● Provided records:

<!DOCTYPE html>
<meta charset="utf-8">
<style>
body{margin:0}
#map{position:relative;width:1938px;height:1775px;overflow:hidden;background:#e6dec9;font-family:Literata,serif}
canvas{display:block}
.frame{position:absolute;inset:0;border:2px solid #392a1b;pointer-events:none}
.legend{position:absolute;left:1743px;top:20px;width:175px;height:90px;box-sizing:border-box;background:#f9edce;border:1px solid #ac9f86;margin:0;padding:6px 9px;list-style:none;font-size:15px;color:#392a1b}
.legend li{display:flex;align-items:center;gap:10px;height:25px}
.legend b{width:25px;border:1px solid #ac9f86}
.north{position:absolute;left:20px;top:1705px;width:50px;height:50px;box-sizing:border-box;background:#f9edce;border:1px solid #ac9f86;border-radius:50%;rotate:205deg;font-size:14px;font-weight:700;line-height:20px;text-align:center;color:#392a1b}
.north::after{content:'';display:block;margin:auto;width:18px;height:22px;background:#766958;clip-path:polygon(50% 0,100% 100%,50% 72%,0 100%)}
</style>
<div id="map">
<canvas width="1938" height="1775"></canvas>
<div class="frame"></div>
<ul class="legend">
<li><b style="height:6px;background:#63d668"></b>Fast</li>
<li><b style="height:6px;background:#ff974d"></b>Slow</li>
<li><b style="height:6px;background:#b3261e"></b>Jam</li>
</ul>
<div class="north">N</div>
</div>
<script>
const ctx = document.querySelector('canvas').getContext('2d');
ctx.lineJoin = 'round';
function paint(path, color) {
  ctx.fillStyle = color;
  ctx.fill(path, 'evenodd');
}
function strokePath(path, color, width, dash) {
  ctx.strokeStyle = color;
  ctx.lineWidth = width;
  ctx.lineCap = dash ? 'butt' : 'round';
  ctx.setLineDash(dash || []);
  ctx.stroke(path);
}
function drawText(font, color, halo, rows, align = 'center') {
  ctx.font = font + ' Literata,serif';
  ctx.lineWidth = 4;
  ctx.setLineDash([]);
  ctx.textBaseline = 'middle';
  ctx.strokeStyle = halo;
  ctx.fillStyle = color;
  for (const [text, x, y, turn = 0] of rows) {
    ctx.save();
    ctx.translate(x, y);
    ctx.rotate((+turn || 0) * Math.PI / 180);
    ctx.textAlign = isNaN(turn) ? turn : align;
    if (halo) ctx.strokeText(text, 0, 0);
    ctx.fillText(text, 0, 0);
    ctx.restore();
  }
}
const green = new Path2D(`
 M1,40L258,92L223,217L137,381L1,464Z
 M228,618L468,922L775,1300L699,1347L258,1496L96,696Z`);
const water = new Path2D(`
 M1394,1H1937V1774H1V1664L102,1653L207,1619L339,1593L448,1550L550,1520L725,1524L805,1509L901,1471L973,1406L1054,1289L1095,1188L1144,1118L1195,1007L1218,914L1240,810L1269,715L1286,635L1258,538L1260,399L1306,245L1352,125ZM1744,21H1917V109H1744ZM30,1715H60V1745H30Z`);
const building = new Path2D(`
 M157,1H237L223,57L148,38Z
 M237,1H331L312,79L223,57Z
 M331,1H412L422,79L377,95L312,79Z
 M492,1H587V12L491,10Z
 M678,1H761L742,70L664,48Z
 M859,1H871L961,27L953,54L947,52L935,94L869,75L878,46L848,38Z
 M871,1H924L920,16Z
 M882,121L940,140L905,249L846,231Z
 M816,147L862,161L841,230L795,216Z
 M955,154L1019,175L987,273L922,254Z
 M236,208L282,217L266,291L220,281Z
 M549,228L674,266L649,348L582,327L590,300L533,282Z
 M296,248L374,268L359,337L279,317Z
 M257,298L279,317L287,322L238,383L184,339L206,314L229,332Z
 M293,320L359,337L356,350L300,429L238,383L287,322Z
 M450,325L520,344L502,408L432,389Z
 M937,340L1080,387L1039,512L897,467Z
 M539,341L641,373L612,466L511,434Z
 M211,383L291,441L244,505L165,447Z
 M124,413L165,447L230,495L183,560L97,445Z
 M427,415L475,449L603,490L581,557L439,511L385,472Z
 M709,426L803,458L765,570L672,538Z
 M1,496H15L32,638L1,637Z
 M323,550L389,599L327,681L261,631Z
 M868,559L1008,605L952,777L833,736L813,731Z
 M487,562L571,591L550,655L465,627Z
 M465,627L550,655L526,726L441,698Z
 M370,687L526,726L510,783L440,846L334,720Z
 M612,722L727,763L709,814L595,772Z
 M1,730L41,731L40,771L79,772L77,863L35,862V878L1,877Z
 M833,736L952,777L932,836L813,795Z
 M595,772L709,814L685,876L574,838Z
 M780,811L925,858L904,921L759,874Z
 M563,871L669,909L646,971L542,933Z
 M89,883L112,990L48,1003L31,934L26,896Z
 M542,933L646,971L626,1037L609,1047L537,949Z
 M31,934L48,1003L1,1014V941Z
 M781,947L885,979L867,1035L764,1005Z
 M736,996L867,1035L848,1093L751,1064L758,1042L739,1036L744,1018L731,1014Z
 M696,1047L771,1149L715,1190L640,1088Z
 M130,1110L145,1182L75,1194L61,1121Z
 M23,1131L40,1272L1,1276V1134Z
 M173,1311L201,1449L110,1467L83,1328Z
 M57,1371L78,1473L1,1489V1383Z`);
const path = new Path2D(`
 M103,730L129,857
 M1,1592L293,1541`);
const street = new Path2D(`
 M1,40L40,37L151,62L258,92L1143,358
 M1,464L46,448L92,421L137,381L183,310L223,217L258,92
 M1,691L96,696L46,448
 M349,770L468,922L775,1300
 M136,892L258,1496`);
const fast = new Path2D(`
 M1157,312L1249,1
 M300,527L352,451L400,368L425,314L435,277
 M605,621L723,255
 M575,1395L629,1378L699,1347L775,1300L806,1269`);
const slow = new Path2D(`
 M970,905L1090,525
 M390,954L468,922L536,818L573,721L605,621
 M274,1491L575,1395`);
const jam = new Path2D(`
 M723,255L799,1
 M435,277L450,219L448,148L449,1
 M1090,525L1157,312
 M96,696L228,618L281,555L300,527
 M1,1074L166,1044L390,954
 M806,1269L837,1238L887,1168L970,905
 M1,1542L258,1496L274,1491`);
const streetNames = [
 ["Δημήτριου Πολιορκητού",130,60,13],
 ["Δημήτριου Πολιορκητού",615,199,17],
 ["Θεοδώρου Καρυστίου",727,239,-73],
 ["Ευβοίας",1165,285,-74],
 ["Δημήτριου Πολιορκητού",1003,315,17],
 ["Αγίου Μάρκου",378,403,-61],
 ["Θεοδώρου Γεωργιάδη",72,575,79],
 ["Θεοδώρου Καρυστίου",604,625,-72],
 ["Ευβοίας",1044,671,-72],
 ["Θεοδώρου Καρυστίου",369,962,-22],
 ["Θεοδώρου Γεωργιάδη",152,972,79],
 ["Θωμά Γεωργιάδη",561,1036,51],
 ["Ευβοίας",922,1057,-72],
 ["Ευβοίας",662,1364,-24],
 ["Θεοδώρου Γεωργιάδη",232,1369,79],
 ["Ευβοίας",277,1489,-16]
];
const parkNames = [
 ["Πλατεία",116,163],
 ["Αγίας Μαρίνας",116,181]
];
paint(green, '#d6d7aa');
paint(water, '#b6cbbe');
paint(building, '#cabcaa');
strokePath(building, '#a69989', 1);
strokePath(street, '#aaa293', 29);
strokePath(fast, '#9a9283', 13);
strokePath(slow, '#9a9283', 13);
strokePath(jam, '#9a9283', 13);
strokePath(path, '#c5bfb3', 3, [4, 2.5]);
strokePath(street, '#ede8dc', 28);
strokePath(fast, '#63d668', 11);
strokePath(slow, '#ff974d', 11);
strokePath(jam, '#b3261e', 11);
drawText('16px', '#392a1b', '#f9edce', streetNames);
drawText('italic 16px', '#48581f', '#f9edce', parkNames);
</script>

● Your goal: Above are the entries. Quote exactly the lines from the one bearing "ctx.save();" through the one bearing "M1,40L258,92L223,217L137,381L1,464Z".

● Solution to this problem:
    ctx.save();
    ctx.translate(x, y);
    ctx.rotate((+turn || 0) * Math.PI / 180);
    ctx.textAlign = isNaN(turn) ? turn : align;
    if (halo) ctx.strokeText(text, 0, 0);
    ctx.fillText(text, 0, 0);
    ctx.restore();
  }
}
const green = new Path2D(`
 M1,40L258,92L223,217L137,381L1,464Z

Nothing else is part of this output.